--- Record excerpts ---

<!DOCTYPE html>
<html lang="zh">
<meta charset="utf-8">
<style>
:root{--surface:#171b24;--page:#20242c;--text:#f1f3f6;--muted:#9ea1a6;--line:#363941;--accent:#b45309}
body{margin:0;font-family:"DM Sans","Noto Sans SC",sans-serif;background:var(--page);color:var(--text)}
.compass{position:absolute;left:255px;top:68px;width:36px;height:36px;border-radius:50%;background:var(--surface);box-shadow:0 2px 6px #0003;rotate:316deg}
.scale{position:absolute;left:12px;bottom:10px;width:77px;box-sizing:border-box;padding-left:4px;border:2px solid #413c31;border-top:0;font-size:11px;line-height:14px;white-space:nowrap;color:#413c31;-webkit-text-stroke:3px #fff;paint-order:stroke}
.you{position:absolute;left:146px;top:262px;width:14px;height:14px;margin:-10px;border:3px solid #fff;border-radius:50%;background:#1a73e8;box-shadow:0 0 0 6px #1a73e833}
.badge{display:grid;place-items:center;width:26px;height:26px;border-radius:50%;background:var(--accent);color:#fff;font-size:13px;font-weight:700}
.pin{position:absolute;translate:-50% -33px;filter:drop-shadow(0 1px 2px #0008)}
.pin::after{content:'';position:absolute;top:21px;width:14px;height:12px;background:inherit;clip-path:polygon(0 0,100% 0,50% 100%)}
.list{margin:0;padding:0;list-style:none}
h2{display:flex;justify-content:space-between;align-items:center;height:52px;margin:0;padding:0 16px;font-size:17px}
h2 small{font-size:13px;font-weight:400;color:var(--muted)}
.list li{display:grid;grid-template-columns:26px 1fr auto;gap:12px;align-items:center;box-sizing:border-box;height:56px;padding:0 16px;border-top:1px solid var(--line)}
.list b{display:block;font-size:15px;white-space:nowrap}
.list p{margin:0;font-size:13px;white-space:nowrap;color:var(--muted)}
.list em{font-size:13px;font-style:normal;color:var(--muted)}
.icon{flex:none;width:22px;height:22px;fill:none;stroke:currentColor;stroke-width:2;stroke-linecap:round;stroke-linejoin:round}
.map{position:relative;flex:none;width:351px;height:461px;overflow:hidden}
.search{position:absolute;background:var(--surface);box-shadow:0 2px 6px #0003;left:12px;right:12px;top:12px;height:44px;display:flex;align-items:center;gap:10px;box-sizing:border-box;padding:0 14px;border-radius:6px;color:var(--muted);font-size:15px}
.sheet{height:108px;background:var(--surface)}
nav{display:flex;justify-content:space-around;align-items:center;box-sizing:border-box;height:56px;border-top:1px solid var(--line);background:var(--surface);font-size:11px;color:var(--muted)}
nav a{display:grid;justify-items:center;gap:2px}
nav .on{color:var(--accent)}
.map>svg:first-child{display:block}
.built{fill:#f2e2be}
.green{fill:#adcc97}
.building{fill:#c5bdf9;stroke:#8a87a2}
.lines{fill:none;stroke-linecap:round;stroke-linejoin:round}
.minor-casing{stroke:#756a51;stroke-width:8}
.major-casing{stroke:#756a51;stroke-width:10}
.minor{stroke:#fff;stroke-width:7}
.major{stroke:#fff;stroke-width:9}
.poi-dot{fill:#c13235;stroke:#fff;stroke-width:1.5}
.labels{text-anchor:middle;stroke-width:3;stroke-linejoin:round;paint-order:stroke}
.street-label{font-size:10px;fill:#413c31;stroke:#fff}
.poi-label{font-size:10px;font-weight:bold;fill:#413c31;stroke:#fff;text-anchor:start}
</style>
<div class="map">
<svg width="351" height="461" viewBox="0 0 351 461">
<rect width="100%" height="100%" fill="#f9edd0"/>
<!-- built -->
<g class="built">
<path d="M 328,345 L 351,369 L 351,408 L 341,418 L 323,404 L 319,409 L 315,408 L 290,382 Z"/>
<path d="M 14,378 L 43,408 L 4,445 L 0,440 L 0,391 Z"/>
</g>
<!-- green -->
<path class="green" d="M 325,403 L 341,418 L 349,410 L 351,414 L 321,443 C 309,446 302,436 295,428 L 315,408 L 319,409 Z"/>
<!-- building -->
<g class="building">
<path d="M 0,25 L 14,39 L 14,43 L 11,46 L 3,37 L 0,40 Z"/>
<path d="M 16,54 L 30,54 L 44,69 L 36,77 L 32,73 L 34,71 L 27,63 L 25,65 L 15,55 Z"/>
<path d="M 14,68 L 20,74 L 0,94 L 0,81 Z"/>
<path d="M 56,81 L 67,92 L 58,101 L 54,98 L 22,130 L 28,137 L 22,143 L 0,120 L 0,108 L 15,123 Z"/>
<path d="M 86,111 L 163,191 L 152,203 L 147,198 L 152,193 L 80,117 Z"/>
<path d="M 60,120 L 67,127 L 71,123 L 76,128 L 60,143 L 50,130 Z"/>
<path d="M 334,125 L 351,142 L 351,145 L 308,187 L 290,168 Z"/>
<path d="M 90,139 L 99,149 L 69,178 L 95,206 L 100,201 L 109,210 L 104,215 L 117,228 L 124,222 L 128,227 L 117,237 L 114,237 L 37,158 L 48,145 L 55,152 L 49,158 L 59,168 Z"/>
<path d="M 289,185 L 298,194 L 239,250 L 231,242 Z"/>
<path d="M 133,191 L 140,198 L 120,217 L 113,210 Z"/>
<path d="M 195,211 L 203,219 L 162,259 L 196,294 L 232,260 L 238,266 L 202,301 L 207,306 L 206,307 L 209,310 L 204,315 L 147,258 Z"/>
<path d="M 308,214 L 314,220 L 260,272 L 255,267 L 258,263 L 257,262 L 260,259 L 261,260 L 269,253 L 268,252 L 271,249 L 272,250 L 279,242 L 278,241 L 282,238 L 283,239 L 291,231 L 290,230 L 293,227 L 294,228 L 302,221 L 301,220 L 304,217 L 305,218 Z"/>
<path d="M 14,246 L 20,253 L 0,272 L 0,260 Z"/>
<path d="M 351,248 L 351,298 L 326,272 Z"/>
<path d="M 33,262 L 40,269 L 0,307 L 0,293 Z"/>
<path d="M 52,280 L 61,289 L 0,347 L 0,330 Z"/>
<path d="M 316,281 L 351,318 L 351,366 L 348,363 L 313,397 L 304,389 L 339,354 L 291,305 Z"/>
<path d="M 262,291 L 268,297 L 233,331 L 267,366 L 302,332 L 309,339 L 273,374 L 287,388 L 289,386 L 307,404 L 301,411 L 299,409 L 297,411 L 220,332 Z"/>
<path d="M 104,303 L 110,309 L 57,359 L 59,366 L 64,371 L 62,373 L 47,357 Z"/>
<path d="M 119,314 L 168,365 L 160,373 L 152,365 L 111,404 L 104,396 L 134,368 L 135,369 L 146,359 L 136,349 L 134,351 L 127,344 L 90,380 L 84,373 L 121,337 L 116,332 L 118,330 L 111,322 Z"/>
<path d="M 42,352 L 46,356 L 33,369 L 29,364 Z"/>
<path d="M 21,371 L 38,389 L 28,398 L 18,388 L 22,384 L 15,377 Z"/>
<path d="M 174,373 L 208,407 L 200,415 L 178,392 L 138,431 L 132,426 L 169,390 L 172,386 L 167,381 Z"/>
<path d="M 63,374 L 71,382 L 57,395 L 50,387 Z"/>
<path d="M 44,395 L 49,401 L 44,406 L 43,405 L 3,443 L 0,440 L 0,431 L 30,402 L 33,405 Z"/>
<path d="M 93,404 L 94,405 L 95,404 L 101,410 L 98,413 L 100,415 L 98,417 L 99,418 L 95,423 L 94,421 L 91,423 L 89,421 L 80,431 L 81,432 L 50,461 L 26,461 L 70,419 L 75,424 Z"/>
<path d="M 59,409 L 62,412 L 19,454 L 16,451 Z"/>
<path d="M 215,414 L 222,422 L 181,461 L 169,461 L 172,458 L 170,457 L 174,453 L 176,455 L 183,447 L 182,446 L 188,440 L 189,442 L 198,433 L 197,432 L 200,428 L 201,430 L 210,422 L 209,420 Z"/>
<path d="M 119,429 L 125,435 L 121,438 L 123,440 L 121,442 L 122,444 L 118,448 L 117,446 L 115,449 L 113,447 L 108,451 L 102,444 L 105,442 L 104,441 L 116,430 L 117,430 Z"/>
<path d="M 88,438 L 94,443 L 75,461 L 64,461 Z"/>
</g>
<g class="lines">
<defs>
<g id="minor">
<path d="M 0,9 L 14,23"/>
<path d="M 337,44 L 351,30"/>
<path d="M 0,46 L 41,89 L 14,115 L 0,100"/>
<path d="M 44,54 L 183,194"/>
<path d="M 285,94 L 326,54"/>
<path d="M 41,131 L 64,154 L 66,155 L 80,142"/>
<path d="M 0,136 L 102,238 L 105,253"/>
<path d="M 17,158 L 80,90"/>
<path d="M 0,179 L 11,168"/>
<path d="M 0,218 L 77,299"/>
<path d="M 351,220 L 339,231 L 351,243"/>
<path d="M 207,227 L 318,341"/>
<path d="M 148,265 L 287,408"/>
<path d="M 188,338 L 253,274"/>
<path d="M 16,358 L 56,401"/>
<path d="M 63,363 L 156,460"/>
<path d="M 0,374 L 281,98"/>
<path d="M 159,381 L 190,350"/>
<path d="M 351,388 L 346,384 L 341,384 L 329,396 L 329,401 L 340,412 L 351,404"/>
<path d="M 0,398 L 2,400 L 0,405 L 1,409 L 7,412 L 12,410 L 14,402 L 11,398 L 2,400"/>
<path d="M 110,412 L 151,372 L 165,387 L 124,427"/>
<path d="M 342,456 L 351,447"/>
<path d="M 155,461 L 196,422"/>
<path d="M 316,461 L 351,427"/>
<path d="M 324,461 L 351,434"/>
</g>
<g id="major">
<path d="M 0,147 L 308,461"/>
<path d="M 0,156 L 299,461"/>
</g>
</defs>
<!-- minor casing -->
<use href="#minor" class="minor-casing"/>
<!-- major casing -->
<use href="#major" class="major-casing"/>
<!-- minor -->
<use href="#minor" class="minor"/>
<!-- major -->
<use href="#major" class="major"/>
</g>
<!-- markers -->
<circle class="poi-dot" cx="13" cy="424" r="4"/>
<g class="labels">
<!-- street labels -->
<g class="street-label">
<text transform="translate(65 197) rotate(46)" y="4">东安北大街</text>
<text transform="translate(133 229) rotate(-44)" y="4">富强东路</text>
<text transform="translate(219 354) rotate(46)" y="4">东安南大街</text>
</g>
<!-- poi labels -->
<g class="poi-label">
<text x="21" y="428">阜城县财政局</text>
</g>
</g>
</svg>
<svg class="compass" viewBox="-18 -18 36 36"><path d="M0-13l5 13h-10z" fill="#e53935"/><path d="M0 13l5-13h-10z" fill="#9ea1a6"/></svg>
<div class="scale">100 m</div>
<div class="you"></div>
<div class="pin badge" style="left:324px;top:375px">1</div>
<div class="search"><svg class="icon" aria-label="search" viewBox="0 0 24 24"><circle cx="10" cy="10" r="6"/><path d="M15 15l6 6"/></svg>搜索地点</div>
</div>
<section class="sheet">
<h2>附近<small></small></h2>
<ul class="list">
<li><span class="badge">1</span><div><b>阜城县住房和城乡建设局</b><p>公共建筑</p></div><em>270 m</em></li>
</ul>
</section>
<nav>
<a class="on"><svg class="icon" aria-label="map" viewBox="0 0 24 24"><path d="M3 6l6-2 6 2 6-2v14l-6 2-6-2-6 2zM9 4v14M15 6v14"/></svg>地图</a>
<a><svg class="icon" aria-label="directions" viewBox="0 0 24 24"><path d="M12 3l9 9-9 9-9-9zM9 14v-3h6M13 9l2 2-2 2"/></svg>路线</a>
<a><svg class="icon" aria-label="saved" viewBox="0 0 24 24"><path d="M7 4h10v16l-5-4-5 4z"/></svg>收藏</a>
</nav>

---

__Your objective__.
An exact, complete copy of the lines above from the one with "21,371 L 38,389" through the one with "63,374 L 71,382" is the whole answer.

__Response to the task__.
<path d="M 21,371 L 38,389 L 28,398 L 18,388 L 22,384 L 15,377 Z"/>
<path d="M 174,373 L 208,407 L 200,415 L 178,392 L 138,431 L 132,426 L 169,390 L 172,386 L 167,381 Z"/>
<path d="M 63,374 L 71,382 L 57,395 L 50,387 Z"/>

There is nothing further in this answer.